- _REQUIRED WORK_
Would you return the data below exactly as it stands, with every picture left out?

- _EXTRACTED DATA_
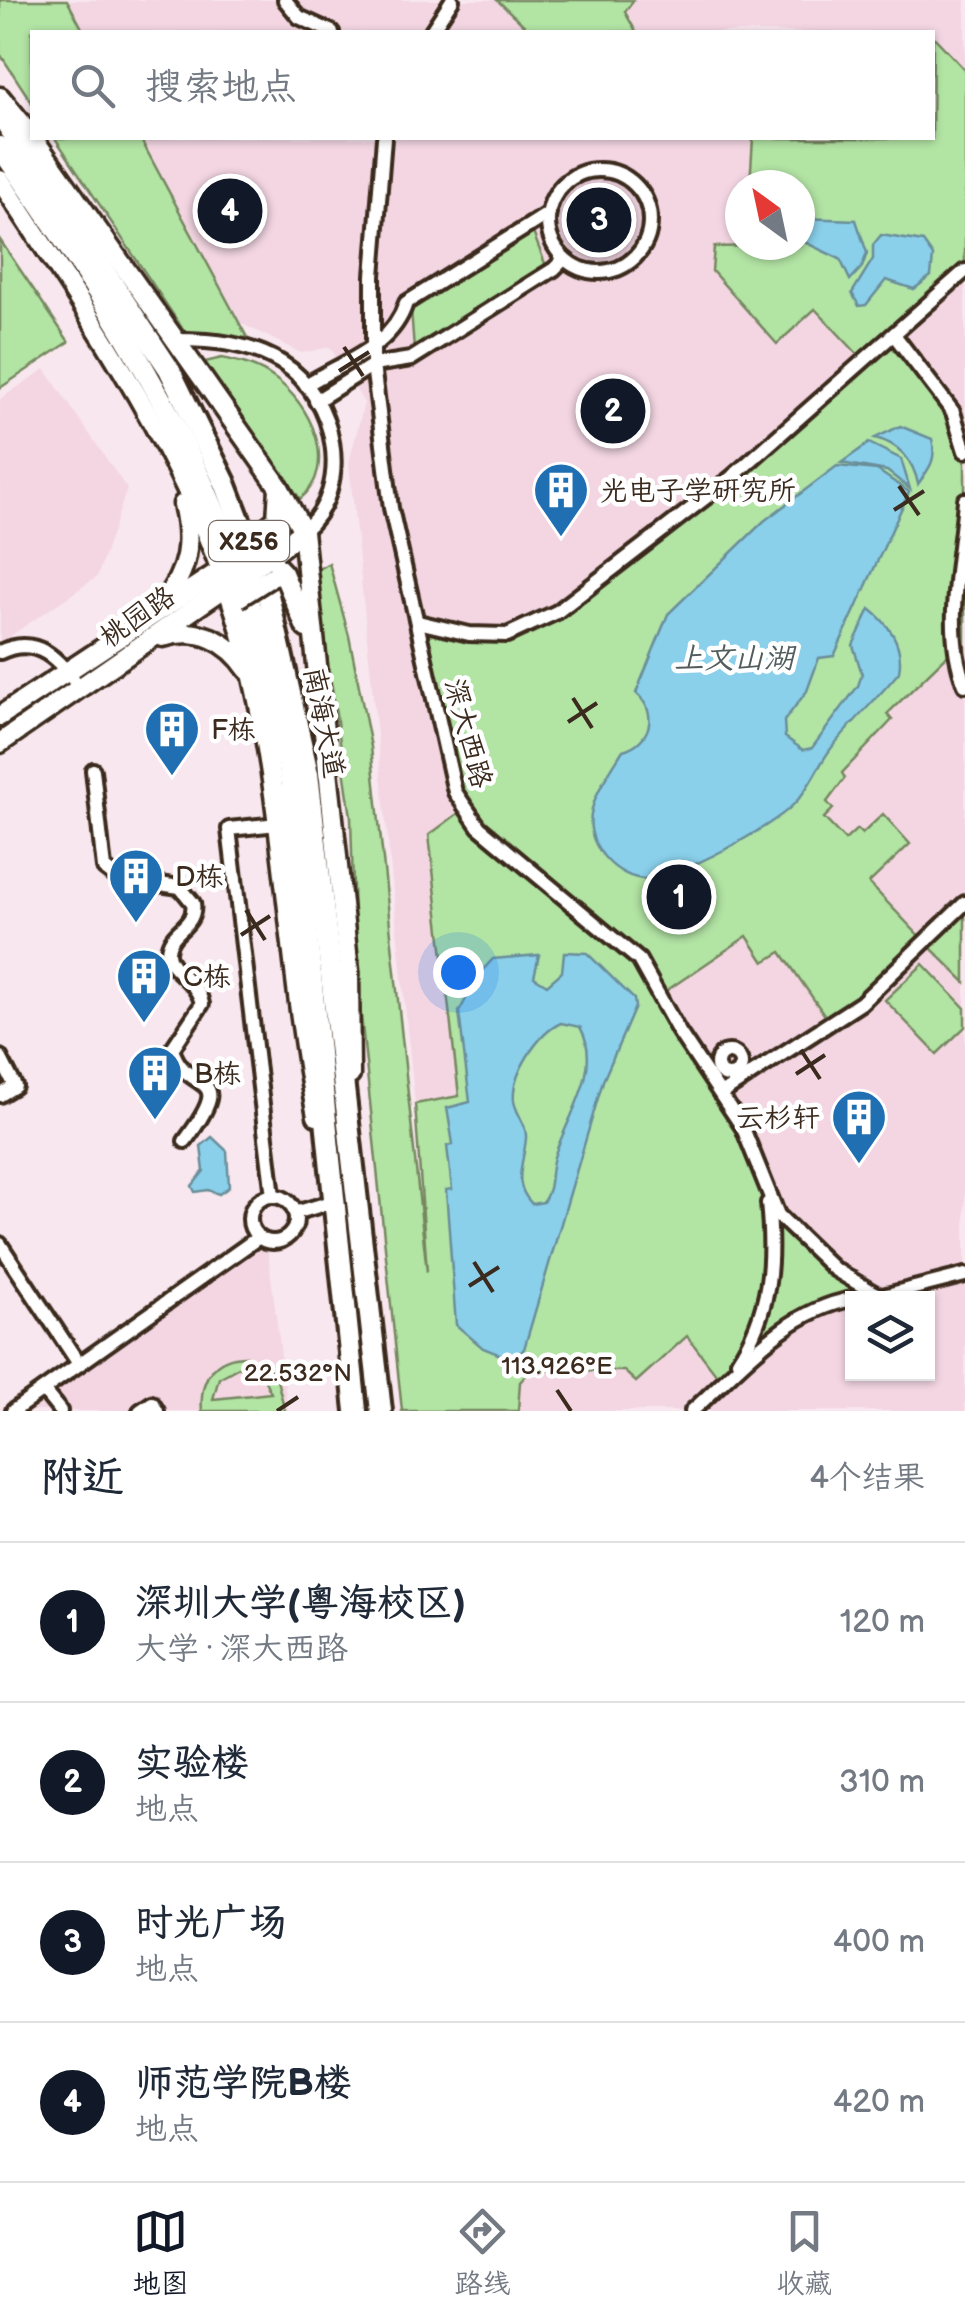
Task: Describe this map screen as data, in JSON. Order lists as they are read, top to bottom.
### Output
{
  "streets": {
    "main road": ["X256", "桃园路", "南海大道"],
    "street": ["深大西路"]
  },
  "water": ["上文山湖"],
  "places": {
    "building": [
      "光电子学研究所",
      "F栋",
      "D栋",
      "C栋",
      "B栋",
      "云杉轩"
    ]
  },
  "north": "top left",
  "page": {
    "search": "搜索地点",
    "pins": [
      "4",
      "3",
      "2",
      "1"
    ],
    "heading": ["附近", "4个结果"],
    "list": [
      {
        "mark": "1",
        "name": "深圳大学(粤海校区)",
        "note": "大学 · 深大西路",
        "value": "120 m"
      },
      {
        "mark": "2",
        "name": "实验楼",
        "note": "地点",
        "value": "310 m"
      },
      {
        "mark": "3",
        "name": "时光广场",
        "note": "地点",
        "value": "400 m"
      },
      {
        "mark": "4",
        "name": "师范学院B楼",
        "note": "地点",
        "value": "420 m"
      }
    ],
    "nav": ["地图", "路线", "收藏"]
  },
  "coordinates": ["113.926°E", "22.532°N"]
}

- _TASK RESPONSE_
Task: Describe this map screen as data, in JSON. Order lists as they are read, top to bottom.
### Output
{
  "streets": {
    "main road": ["X256", "桃园路", "南海大道"],
    "street": ["深大西路"]
  },
  "water": ["上文山湖"],
  "places": {
    "building": [
      "光电子学研究所",
      "F栋",
      "D栋",
      "C栋",
      "B栋",
      "云杉轩"
    ]
  },
  "north": "top left",
  "page": {
    "search": "搜索地点",
    "pins": [
      "4",
      "3",
      "2",
      "1"
    ],
    "heading": ["附近", "4个结果"],
    "list": [
      {
        "mark": "1",
        "name": "深圳大学(粤海校区)",
        "note": "大学 · 深大西路",
        "value": "120 m"
      },
      {
        "mark": "2",
        "name": "实验楼",
        "note": "地点",
        "value": "310 m"
      },
      {
        "mark": "3",
        "name": "时光广场",
        "note": "地点",
        "value": "400 m"
      },
      {
        "mark": "4",
        "name": "师范学院B楼",
        "note": "地点",
        "value": "420 m"
      }
    ],
    "nav": ["地图", "路线", "收藏"]
  },
  "coordinates": ["113.926°E", "22.532°N"]
}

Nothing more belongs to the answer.